UAE residents warned against photographing aircraft
DUBAI // Airport authorities and planespotting enthusiasts have cautioned against taking photographs of aircraft in the UAE without permission, citing the two-month prison sentence for three British hobbyists as a warning to others.
“Any request to film or photograph aircraft from within or around the airports has to follow a strict approval process before an individual or group is granted access,” said a spokesman from Dubai Airports.
“Dubai International and Al Maktoum International at DWC are secure environments with restricted access to ensure the safety and security of our passengers, employees and stakeholders.”
The response from authorities came after a judge from the state security division of the Federal Supreme Court ordered the release of planespotting British tourists Conrad Clitheroe and Gary Cooper and their UAE resident friend, Neil Munro.
Abu Dhabi International Airport also specifies on its website that permission is required for photography and videography. It grants site visits to certain areas of the airport after the required documentation and reasons for filming are submitted.
Complying with local security laws and understanding that the hobby is not recognised here as it is in the West was important, planespotters said.
“I’m glad they got their freedom and can be reunited with their families but it’s a lesson learnt to be cautious about local rules and not take photographs without permission,” said UAE-based planespotter Sam C, a hobbyist for 20 years.
“People believe that a military plane is off limits, but photography of a commercial plane is all right, but the bottom line is we need permission. Authorities may worry that an image could be used for surveillance, by someone with bad intentions. So it’s a very tricky situation. I won’t risk it if I don’t have permission. I will view planes and not take pictures.”
Taking photos in restricted areas such as embassies, palaces, airports or security facilities can result in jail sentences lasting between one and three months, or fines up to Dh5,000.
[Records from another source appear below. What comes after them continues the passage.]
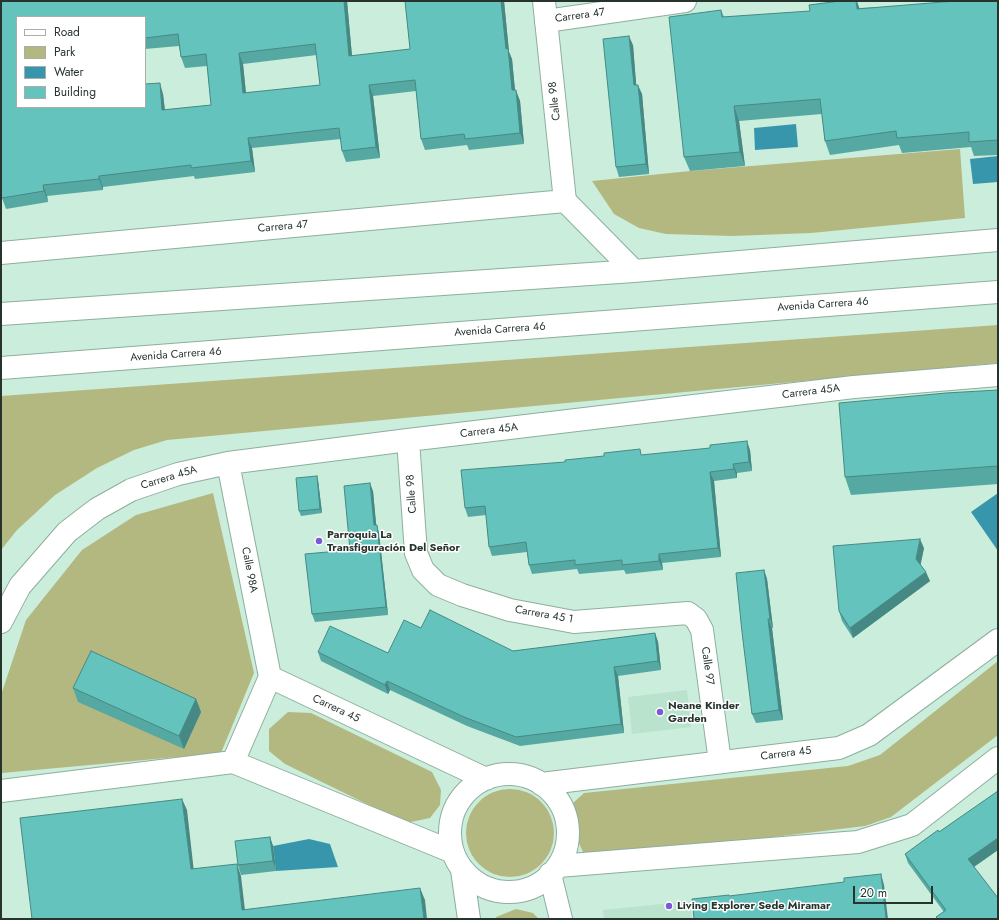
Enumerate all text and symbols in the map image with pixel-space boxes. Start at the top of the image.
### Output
street label: Carrera 47 [554,6,606,26]
legend [16,16,146,108]
text: Road [54,23,80,41]
text: Park [54,43,75,61]
text: Water [54,63,84,81]
street label: Calle 98 [546,81,564,121]
text: Building [54,83,96,101]
street label: Carrera 47 [257,218,309,236]
street label: Avenida Carrera 46 [777,295,869,315]
street label: Avenida Carrera 46 [454,320,546,340]
street label: Avenida Carrera 46 [130,345,222,365]
street label: Carrera 45A [781,382,841,402]
street label: Carrera 45A [459,421,519,441]
street label: Carrera 45A [139,463,199,493]
street label: Calle 98 [404,474,420,514]
place label: Parroquia La Transfiguración Del Señor [327,528,460,554]
marker: Parroquia La Transfiguración Del Señor [314,536,324,546]
street label: Calle 98A [238,546,260,594]
street label: Carrera 45 1 [514,603,574,627]
street label: Calle 97 [698,646,716,686]
street label: Carrera 45 [310,692,362,726]
place label: Neane Kinder Garden [668,699,740,725]
marker: Neane Kinder Garden [655,707,665,717]
street label: Carrera 45 [760,744,812,764]
scale bar [855,878,935,904]
text: 20 m [860,884,887,902]
place label: Living Explorer Sede Miramar [677,899,831,913]
marker: Living Explorer Sede Miramar [664,901,674,911]

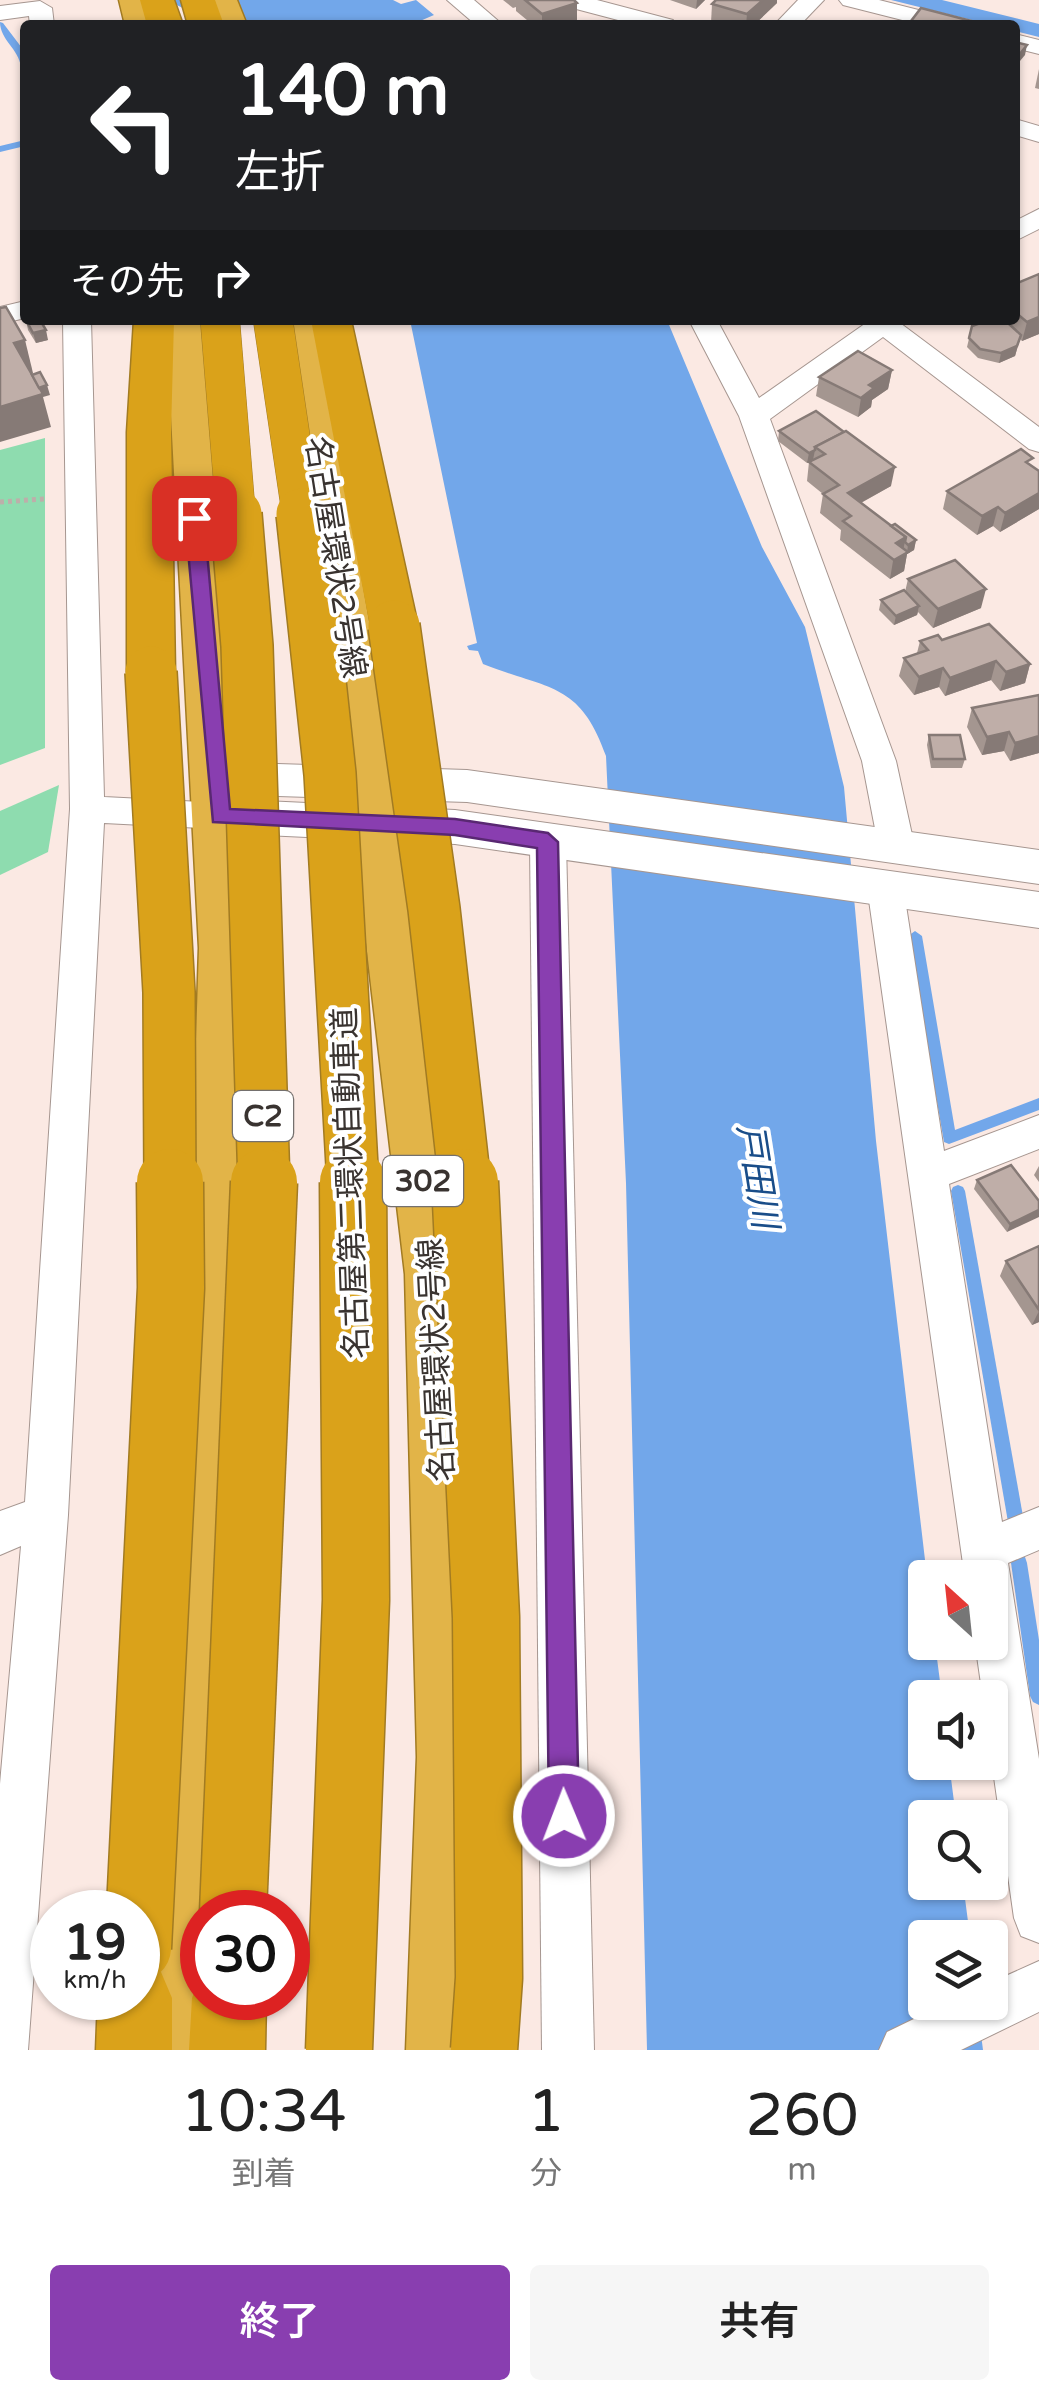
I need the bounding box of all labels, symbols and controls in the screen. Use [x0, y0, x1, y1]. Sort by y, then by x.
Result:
text: 140 m [235, 50, 449, 134]
icon: left [70, 60, 200, 190]
text: 左折 [235, 146, 325, 200]
icon: right [204, 250, 259, 305]
text: その先 [70, 259, 184, 305]
street label: 名古屋環状2号線 [297, 434, 373, 681]
pin [152, 476, 237, 561]
icon: arrive [167, 491, 222, 546]
street label: 名古屋第二環状自動車道 [326, 1006, 376, 1360]
road number: C2 [233, 1091, 293, 1141]
water label: 戸田川 [728, 1121, 787, 1235]
road number: 302 [383, 1156, 463, 1206]
street label: 名古屋環状2号線 [412, 1237, 462, 1483]
north arrow [908, 1560, 1008, 1660]
map controls [908, 1560, 1008, 2020]
button: sound [908, 1680, 1008, 1780]
position arrow [512, 1764, 616, 1868]
button: search [908, 1800, 1008, 1900]
speed limit sign: 30 [180, 1890, 310, 2020]
text: 19 [64, 1913, 126, 1973]
button: layers [908, 1920, 1008, 2020]
text: km/h [64, 1965, 126, 1995]
text: 10:34 [180, 2076, 347, 2148]
text: 1 [527, 2076, 565, 2148]
text: 260 [745, 2080, 859, 2152]
text: m [787, 2151, 817, 2189]
text: 到着 [232, 2155, 296, 2193]
text: 分 [530, 2155, 562, 2193]
button: 終了 [50, 2265, 510, 2380]
button: 共有 [530, 2265, 989, 2380]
Some areas such as military buildings, palaces and courts have signs prohibiting photography, and police can ask people to stop taking pictures or video in restricted areas without warning signs.
Dubai airport has been a popular site for planespotters with details widely available on the internet about rooftops and car parks that can be used as vantage points. Spotters said they came to Dubai to watch rare planes from more than 100 countries.
Hobbyists are warned on most websites that they may be subjected to security checks with the possibility of Dubai police asking them to delete photographs and Fujairah is described as a no-go area due to high surveillance.
Enthusiasts appealed to UAE authorities not see them as a threat since they usually photograph planes in flight.
“It would be very helpful for us to get something like a spotting permit which we can show the officers if they check us,” said Julian Mittnacht, a spotter from Germany who has travelled to several countries, including the UAE, for his hobby.
“We never take pictures of buildings or restricted areas in Dubai. Just the planes in the air are our target. I’m happy the men were released. Every single day in prison is one day too much.”
The British planespotters were arrested on February 22 when Fujairah police found them near the airport taking notes about the planes. The men pleaded not guilty to taking photographs of planes at Fujairah airport but Judge Falah Al Hajeri said last week that the court had 72 pictures of an airport that were presented as evidence.
The men were sentenced to two months’ imprisonment, but since they had already spent two months in jail awaiting trial, their sentences had been served.
Planespotters share dramatic photographs of planes framed with a city skyline. Others makes notes of registration numbers of aircraft and compile logos and markings.